L’altra sera ascoltavo conversazioni di bambini.

10 anni, più o meno. Bambini così, senza telefonini, non griffati, simpatici, ok… forse un filo radical-grunge, ma che ci volete fare, nemmeno gesu – da bambino – era perfetto.

Insomma, bambini normali. Giocavano, correvano, si prendevano in giro.

A un certo punto uno fa all’altro: “Sei un perdente”.

Ah… la tenerezza e l’innocenza degli adulti di domani.

Nuvole ripide

La sala riunioni dei nostri nuovi uffici ha delle piccole finestre che inquadrano solo il cielo. Oggi le nuvole passavano veloci: le vedevo entrare a sinistra, dalla prima finestra, poi passavano via, un quadrato dopo l’altro. Io ero lì e mi sentivo piuttosto inutile.

E ho pensato a tutte le riunioni a cui ho partecipato, a tutti i cieli che ho guardato distratto, in mezzo alle parole. Alle nuvole e alle ore trascorse così.

Avrei potuto anche vivere, nel frattempo.

Il passato è un piano di ammortamento

Quest’estate leggevo l’incipit de Il capitale umano di Stephen Amidon.

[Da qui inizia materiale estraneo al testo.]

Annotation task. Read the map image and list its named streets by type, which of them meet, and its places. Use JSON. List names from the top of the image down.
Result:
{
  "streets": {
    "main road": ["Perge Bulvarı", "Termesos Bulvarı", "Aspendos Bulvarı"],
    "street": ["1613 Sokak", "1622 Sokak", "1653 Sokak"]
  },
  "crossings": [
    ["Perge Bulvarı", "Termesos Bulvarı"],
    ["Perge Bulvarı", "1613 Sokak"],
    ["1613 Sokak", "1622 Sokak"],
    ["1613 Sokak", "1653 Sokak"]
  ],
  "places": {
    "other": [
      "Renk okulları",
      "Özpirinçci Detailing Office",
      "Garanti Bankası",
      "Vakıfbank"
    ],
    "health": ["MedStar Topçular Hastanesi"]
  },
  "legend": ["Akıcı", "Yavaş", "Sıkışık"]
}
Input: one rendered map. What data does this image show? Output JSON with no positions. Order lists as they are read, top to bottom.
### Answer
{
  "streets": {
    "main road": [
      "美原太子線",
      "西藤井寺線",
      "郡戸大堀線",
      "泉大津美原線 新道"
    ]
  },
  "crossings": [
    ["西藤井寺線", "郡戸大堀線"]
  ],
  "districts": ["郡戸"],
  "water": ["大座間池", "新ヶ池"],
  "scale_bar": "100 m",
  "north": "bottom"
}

La solita scena di dialogo all’americana, piena di messaggi non verbali e rumore di jet sullo sfondo. Il protagonista è un immobiliarista in difficoltà, anzi in piena crisi economica e familiare. Di fronte a lui, un cliente nervoso per ritardi in alcuni pagamenti che non mi sono dato briga di approfondire, anche perché ho smesso quasi subito di leggere.

Ho smesso di leggere perché mi sono messo a pensare alla genìa degli immobiliaristi, anzi no, a quella dei consulenti finanziari. Ho pensato che la mia generazione non ha il privilegio di avere un proprio consulente finanziario, perché la cosa presupporrebbe il possesso di un marxiano surplus da investire in cose che non siano il latte per la colazione del giorno dopo, i calzini bassi – i fantasmini – da mettere d’estate e un sacco di terra per far piantare alla mia amatissima fidanzata i gerani sul balcone.

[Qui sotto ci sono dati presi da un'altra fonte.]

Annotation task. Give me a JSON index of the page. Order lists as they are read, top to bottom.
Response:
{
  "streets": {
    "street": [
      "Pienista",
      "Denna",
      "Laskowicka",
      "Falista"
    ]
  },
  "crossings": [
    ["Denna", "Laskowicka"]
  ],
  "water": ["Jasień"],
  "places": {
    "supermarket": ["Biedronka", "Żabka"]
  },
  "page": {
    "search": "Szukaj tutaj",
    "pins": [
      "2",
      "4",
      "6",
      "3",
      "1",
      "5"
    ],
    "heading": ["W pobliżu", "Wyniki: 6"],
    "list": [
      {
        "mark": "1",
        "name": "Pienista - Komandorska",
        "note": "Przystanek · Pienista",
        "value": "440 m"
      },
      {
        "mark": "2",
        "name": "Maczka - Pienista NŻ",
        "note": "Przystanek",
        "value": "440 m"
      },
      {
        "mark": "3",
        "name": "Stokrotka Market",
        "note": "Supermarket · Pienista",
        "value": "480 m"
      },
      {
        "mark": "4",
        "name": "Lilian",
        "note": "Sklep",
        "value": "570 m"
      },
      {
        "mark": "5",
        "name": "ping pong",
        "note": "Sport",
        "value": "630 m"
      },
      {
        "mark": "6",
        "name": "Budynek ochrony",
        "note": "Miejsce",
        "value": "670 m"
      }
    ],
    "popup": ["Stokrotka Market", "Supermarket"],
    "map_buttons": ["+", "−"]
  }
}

Ed è un peccato. Un vero peccato. Perché io me lo ricordo uno di questi signori. Veniva a trovare i miei genitori una volta al mese, possibilmente di mercoledì. Mio padre doveva rivestirsi e io me ne andavo in camera a fare immancabilmente una versione di latino. Arrivava dopo cena. Alto, con i baffi, l’aspetto elegante. In realtà – adesso che ci penso – era grigio, impolverato, con un aspetto tipicamente da mezze maniche. E con un inguardabile accostamento fra camicia e cravatta. Ma allora mi sembrava tutto eleganza e puro disinteresse. Arrivava e metteva sul tavolo della cucina opuscoli, stampati con piani di ammortamento, prodotti finanziari – da poco avevano iniziato a chiamarsi così – con nomi rassicuranti e patinati.

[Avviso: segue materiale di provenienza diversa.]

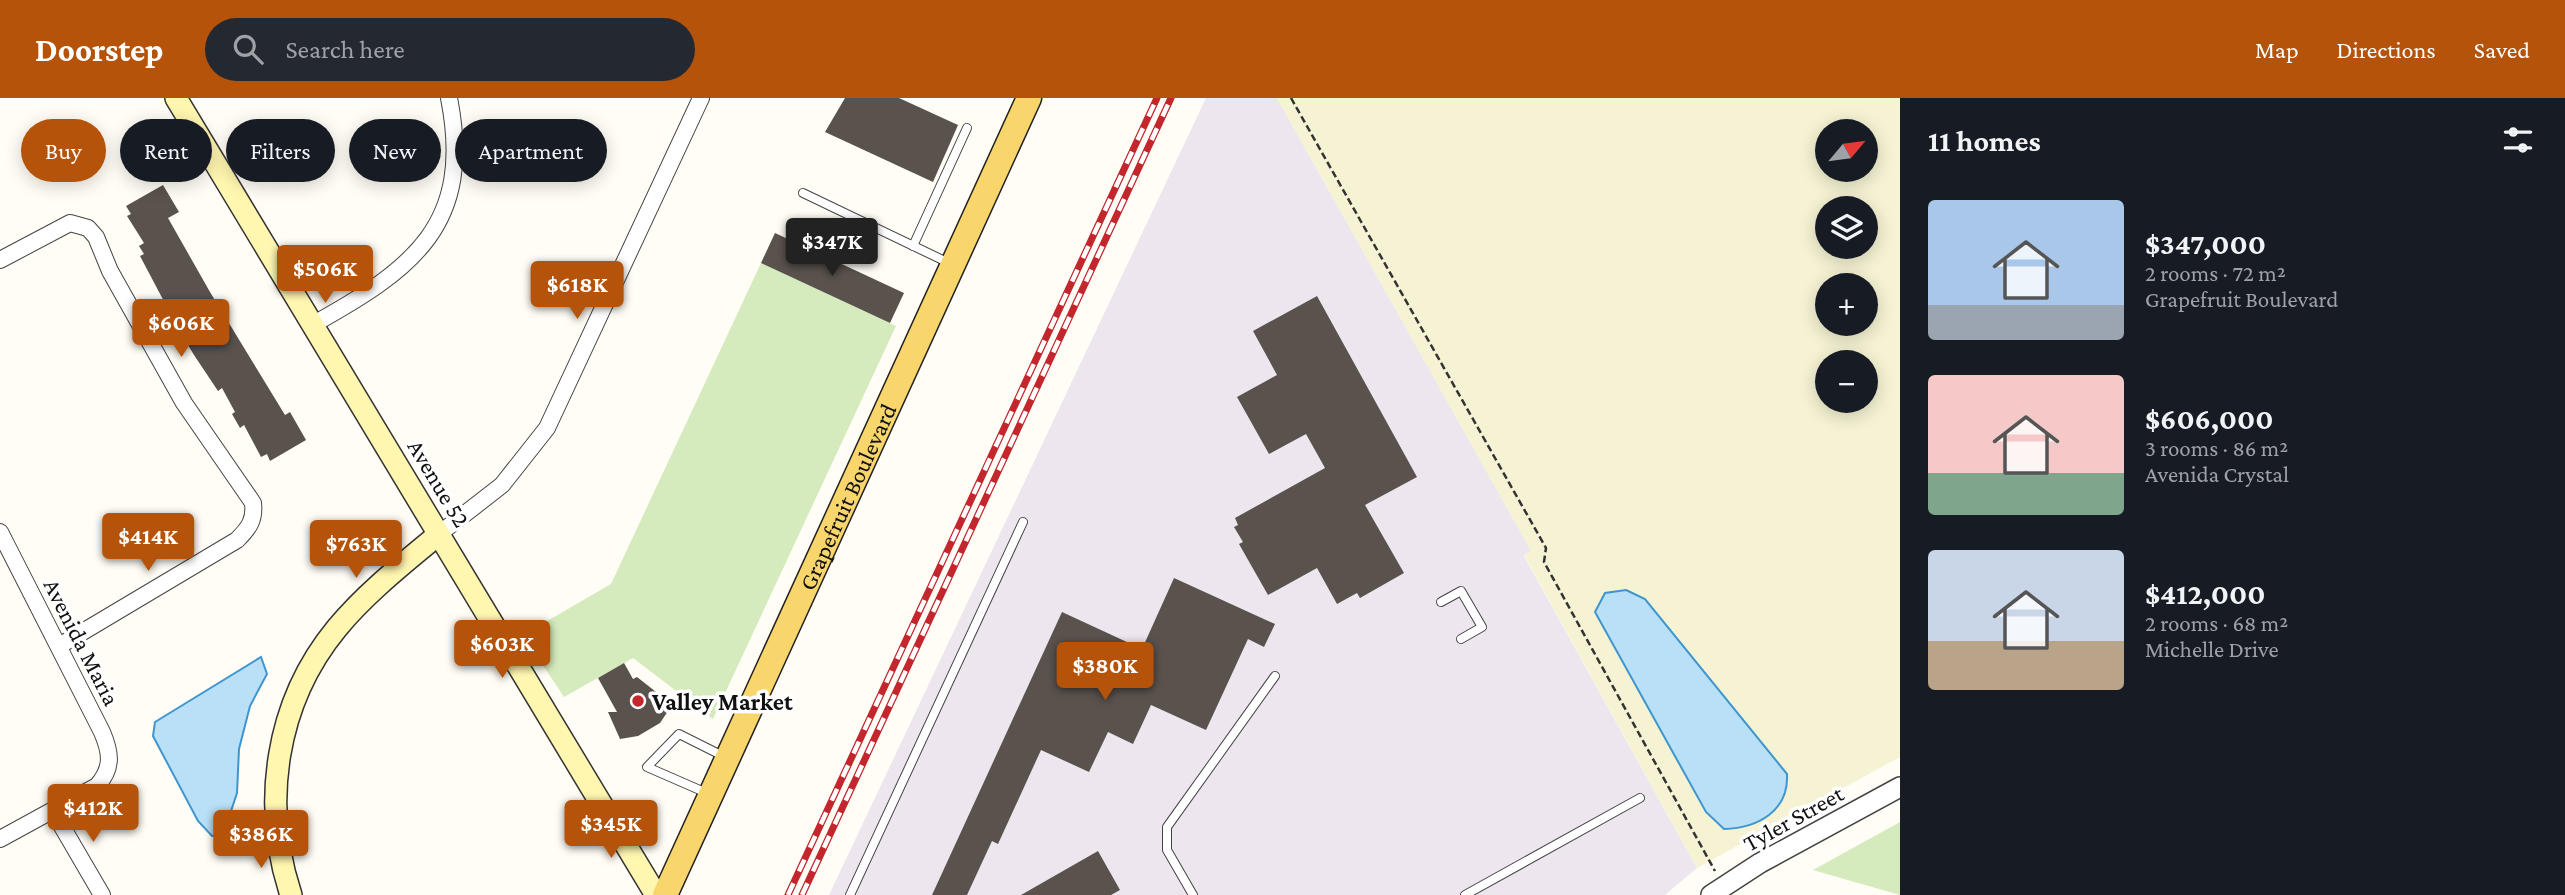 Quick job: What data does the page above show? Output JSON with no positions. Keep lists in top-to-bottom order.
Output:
{
  "streets": {
    "main road": ["Avenue 52", "Grapefruit Boulevard"],
    "street": ["Avenida Maria", "Tyler Street"]
  },
  "places": ["Valley Market"],
  "north": "top right",
  "page": {
    "header": "Doorstep",
    "search": "Search here",
    "nav": ["Map", "Directions", "Saved"],
    "heading": "11 homes",
    "map_buttons": ["+", "−"],
    "chip": [
      "Buy",
      "Rent",
      "Filters",
      "New",
      "Apartment"
    ],
    "list": [
      {
        "name": "$347,000",
        "note": "2 rooms · 72 m² · Grapefruit Boulevard"
      },
      {
        "name": "$606,000",
        "note": "3 rooms · 86 m² · Avenida Crystal"
      },
      {
        "name": "$412,000",
        "note": "2 rooms · 68 m² · Michelle Drive"
      }
    ],
    "price": [
      "$347K",
      "$506K",
      "$618K",
      "$606K",
      "$414K",
      "$763K",
      "$603K",
      "$380K",
      "$412K",
      "$345K",
      "$386K"
    ]
  }
} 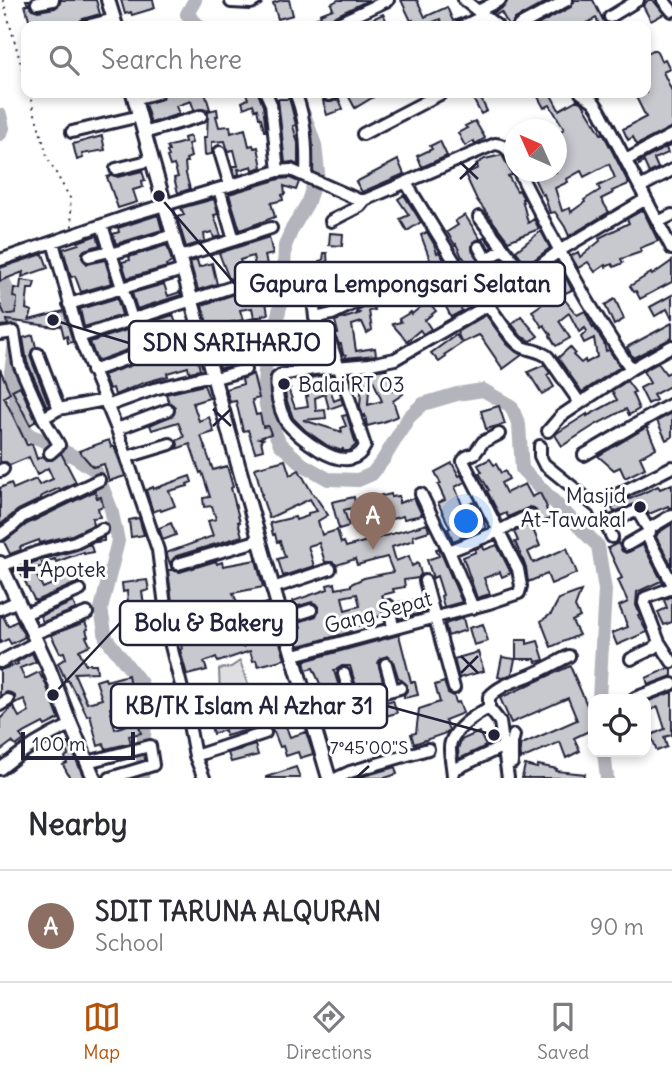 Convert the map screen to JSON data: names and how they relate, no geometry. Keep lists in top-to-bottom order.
{
  "streets": {
    "street": ["Gang Sepat"]
  },
  "places": {
    "other": [
      "Gapura Lempongsari Selatan",
      "SDN SARIHARJO",
      "Balai RT 03",
      "Masjid At-Tawakal",
      "Bolu & Bakery",
      "KB/TK Islam Al Azhar 31"
    ],
    "health": ["Apotek"]
  },
  "scale_bar": "100 m",
  "north": "top left",
  "page": {
    "search": "Search here",
    "pins": "A",
    "scale": "100 m",
    "heading": "Nearby",
    "list": [
      {
        "mark": "A",
        "name": "SDIT TARUNA ALQURAN",
        "note": "School",
        "value": "90 m"
      }
    ],
    "nav": ["Map", "Directions", "Saved"]
  },
  "coordinates": ["7°45'00\"S"]
}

Era, il soggetto in questione, un bancario in fuga. Uno di quelli che pioneristicamente avevano lasciato il posto in banca alla ricerca di una nuova professione. Oppure era solo uno delle prime vittime della riduzione degli organici e del mobbing nel settore bancario, vallo a sapere. Mio padre apriva una bottiglia di vino e stavano lì a parlare, apparentemente del più e del meno. Credo anche che mia madre facesse un po’ la civetta, ma non ne sono sicuro.

Il tutto mi dava un senso di sicurezza, come se fossero venuti a imbottire di velluto rosso tutte le stanze della casa. Il futuro si prospettava magnifico: tutti sembravano sapere che cosa fare, quando farlo e soprattutto perché.

Qualche anno dopo ho chiesto a mio padre che fine avesse fatto l’individuo e lui, con il suo tradizionale modo di raccontarmi bugie, ha borbottato qualche parola disarticolata e si è messo le dita nel naso, segno indiscutibile di disagio. Evidentemente – da qualche parte nel tempo e nello spazio – anche mio padre aveva atteso nervosamente risposte sui suoi investimenti.

Inutile dire che i miei genitori ora non vivono di rendita. E nemmeno io, del resto.

Metamorfosi di un paesaggio (sub)urbano

Sono cresciuto in un paese alla periferia della città.

Ogni tanto ci torno e quello che ogni volta mi colpisce è l’unica grande e assoluta differenza fra il paesaggio della mia infanzia e quello di oggi: lungo le strade le case sono invecchiate, i grandi casermoni ingrigiti, le villette della zona residenziale sono ammuffite, la zona a edilizia convenzionata sorta più recentemente appare più spenta, persino la piazza principale a cui hanno fatto il lifting solo qualche mese fa dimostra tutti i suoi anni.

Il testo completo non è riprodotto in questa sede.